General information
- Type: Competition sailplane
- National origin: UK
- Manufacturer: E. D. Abbott Ltd
- Designer: T.C. Letcher
- Number built: 1

History
- First flight: August 1930

= Abbott Farnham sailplane =

British single-seat glider, 1930

The Abbott Farnham sailplane was a one-off competition sailplane designed and built in the United Kingdom in 1930.

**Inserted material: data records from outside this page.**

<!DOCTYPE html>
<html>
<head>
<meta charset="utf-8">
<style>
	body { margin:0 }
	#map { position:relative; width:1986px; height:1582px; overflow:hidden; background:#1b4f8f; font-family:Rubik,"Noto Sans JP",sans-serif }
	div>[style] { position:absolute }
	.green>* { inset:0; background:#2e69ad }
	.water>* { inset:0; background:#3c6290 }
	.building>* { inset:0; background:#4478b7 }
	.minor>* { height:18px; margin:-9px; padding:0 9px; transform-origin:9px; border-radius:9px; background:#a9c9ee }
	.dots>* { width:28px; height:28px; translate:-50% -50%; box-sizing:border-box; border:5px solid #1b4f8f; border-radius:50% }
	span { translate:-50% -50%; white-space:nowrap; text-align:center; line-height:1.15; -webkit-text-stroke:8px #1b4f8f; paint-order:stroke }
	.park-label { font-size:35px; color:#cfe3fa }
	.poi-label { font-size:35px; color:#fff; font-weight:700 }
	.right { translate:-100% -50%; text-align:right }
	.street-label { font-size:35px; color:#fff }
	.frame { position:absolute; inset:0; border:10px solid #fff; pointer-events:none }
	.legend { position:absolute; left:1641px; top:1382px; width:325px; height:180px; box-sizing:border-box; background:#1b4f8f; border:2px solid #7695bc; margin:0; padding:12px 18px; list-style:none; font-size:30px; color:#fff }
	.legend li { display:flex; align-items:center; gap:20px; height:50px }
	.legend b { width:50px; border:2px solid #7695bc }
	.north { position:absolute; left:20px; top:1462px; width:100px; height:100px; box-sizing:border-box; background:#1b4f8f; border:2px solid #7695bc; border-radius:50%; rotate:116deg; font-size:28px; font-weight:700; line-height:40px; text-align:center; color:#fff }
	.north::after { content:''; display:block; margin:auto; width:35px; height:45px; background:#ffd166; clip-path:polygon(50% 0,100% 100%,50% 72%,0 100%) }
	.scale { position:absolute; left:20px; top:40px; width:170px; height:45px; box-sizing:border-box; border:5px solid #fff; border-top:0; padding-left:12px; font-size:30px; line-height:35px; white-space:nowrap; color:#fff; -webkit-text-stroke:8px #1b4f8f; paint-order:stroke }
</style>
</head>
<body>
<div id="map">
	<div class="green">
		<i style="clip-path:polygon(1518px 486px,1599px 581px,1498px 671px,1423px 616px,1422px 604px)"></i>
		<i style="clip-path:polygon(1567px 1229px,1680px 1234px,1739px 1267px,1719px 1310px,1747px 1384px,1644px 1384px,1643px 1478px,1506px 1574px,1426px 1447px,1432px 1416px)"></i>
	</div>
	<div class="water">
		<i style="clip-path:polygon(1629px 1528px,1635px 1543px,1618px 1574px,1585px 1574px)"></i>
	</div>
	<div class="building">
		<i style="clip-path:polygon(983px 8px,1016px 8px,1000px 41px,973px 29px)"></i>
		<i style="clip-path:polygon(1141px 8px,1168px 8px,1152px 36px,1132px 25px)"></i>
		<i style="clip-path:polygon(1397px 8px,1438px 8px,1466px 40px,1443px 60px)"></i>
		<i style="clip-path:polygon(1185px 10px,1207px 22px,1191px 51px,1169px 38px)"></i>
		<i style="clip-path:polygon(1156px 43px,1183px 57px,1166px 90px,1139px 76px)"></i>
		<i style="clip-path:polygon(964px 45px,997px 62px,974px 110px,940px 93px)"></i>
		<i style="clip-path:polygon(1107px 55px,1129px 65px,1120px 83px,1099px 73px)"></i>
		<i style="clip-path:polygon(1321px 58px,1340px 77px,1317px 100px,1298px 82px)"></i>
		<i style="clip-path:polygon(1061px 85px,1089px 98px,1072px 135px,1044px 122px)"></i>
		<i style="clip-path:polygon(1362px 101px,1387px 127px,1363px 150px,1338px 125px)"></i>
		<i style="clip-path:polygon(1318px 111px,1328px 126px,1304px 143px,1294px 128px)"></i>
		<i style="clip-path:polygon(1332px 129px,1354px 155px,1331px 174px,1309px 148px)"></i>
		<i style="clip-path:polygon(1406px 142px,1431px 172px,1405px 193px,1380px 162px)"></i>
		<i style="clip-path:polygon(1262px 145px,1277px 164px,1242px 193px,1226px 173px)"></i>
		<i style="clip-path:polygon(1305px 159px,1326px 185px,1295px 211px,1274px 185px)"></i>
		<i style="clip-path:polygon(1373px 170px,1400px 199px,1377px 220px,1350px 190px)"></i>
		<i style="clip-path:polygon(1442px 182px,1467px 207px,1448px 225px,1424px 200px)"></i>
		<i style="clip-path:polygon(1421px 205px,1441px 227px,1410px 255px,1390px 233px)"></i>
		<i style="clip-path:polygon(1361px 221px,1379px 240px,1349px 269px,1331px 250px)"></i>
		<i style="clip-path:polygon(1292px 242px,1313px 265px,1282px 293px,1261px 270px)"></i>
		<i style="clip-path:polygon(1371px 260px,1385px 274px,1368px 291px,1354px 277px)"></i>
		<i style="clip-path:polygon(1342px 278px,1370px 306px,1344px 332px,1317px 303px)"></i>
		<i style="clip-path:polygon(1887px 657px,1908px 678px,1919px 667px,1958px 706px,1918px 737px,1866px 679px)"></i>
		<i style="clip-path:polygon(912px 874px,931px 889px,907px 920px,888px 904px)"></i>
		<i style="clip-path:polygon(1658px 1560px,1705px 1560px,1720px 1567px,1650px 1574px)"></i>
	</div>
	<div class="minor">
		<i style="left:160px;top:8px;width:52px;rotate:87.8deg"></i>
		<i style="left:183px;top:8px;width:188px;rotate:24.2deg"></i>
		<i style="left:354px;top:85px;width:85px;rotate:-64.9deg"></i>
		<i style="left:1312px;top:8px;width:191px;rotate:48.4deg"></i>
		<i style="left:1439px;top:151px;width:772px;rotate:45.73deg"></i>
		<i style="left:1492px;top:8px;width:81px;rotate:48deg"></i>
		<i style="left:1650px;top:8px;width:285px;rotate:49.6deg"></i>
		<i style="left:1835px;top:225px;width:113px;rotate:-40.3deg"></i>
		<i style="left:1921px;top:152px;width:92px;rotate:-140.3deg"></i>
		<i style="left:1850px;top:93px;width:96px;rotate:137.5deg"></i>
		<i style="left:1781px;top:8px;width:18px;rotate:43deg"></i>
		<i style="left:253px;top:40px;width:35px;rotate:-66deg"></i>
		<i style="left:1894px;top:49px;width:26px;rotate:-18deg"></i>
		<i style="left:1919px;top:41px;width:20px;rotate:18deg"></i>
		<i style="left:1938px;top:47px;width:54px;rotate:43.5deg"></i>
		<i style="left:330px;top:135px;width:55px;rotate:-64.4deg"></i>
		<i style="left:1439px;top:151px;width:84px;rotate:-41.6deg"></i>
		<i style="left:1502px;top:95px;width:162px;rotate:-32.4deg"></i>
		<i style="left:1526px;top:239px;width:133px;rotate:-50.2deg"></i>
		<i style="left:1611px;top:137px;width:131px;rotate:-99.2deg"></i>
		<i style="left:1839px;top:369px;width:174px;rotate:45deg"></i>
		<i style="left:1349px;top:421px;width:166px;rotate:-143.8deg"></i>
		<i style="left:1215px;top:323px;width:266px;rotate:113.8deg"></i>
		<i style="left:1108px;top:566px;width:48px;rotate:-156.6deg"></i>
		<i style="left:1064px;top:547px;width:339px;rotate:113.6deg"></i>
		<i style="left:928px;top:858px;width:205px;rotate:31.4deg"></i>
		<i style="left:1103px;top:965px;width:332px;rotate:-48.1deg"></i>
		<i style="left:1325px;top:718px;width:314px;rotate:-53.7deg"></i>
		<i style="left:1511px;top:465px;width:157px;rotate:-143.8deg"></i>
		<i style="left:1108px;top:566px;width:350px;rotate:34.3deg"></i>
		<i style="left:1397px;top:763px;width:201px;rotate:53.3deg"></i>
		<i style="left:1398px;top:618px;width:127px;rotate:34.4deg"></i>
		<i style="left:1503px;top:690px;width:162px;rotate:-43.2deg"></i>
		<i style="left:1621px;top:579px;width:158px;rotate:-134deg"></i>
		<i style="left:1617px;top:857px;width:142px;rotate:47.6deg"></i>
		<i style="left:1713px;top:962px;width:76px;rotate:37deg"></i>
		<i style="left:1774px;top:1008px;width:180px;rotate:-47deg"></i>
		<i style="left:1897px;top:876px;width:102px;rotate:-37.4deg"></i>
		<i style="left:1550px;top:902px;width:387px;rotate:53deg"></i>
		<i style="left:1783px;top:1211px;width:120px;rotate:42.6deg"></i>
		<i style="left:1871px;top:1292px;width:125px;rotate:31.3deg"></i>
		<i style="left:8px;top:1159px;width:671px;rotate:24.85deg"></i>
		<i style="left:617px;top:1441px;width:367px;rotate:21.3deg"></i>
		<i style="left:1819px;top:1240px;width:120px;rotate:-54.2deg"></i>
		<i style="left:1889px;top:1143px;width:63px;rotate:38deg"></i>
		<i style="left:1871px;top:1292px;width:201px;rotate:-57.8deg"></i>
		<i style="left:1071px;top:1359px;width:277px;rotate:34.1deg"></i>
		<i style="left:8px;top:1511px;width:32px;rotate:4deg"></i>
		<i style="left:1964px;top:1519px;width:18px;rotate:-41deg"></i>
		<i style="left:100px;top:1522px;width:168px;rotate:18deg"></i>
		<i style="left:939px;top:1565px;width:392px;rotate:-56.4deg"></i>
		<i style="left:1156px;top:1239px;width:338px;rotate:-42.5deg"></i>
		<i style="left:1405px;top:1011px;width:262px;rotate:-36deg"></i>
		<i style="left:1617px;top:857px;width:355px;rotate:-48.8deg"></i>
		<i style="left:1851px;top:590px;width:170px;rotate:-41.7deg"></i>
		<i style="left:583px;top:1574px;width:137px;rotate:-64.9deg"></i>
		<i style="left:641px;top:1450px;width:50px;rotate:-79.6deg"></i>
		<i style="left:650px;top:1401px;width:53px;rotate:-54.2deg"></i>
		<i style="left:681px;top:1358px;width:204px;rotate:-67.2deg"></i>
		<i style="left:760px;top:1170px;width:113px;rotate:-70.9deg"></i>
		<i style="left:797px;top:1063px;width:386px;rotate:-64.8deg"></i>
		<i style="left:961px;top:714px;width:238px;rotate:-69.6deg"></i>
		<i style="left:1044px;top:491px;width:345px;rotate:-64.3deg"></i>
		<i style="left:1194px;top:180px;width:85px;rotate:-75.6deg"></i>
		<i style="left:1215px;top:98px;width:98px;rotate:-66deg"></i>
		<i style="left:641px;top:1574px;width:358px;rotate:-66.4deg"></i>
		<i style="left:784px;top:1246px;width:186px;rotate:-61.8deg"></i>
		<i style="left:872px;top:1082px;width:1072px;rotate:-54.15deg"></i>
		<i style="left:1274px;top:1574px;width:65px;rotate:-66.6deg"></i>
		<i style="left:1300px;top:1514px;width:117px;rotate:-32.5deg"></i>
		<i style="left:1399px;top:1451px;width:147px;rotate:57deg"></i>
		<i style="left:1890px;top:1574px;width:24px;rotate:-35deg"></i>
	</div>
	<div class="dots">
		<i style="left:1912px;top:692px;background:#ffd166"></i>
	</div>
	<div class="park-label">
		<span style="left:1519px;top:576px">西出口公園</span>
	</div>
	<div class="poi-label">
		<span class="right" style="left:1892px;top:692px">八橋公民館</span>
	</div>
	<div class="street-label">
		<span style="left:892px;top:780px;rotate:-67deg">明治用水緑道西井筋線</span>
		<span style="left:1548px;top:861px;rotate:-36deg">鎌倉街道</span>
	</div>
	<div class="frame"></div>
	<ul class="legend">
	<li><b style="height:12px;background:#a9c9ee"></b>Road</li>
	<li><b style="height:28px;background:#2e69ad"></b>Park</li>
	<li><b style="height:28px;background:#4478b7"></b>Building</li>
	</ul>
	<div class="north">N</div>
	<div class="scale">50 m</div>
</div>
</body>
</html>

==Design and development==

The Abbott Farnham sailplane, named after its builders, was designed by T. C. Letcher and first flew in August 1930. It was an all-wood single-seat glider with a cantilever three piece high wing. The central half span had constant chord; outboard long elliptical tips contained the ailerons. No airbrakes or flaps were fitted. The fuselage was roughly elliptical in cross-section, tapering towards the tail where it carried mid-mounted, straight-tapered elevators with rounded tips. The rudder was hinged at the extreme end of the fuselage and was of rounded triangular shape with a steep rising leading edge. The open cockpit was immediately ahead of the wing leading edge. Its undercarriage was a single long skid, reaching from the nose to well behind the wing trailing edge, with a small tailskid.

==Operational history==

The Abbott Farnham was jointly owned by L. H. Ellis and Russell Taylor. It was entered for the German National Competition of 1930, held at the Wasserkuppe, but failed to turn up. Only one was built, flying with the name "Alert" on the nose.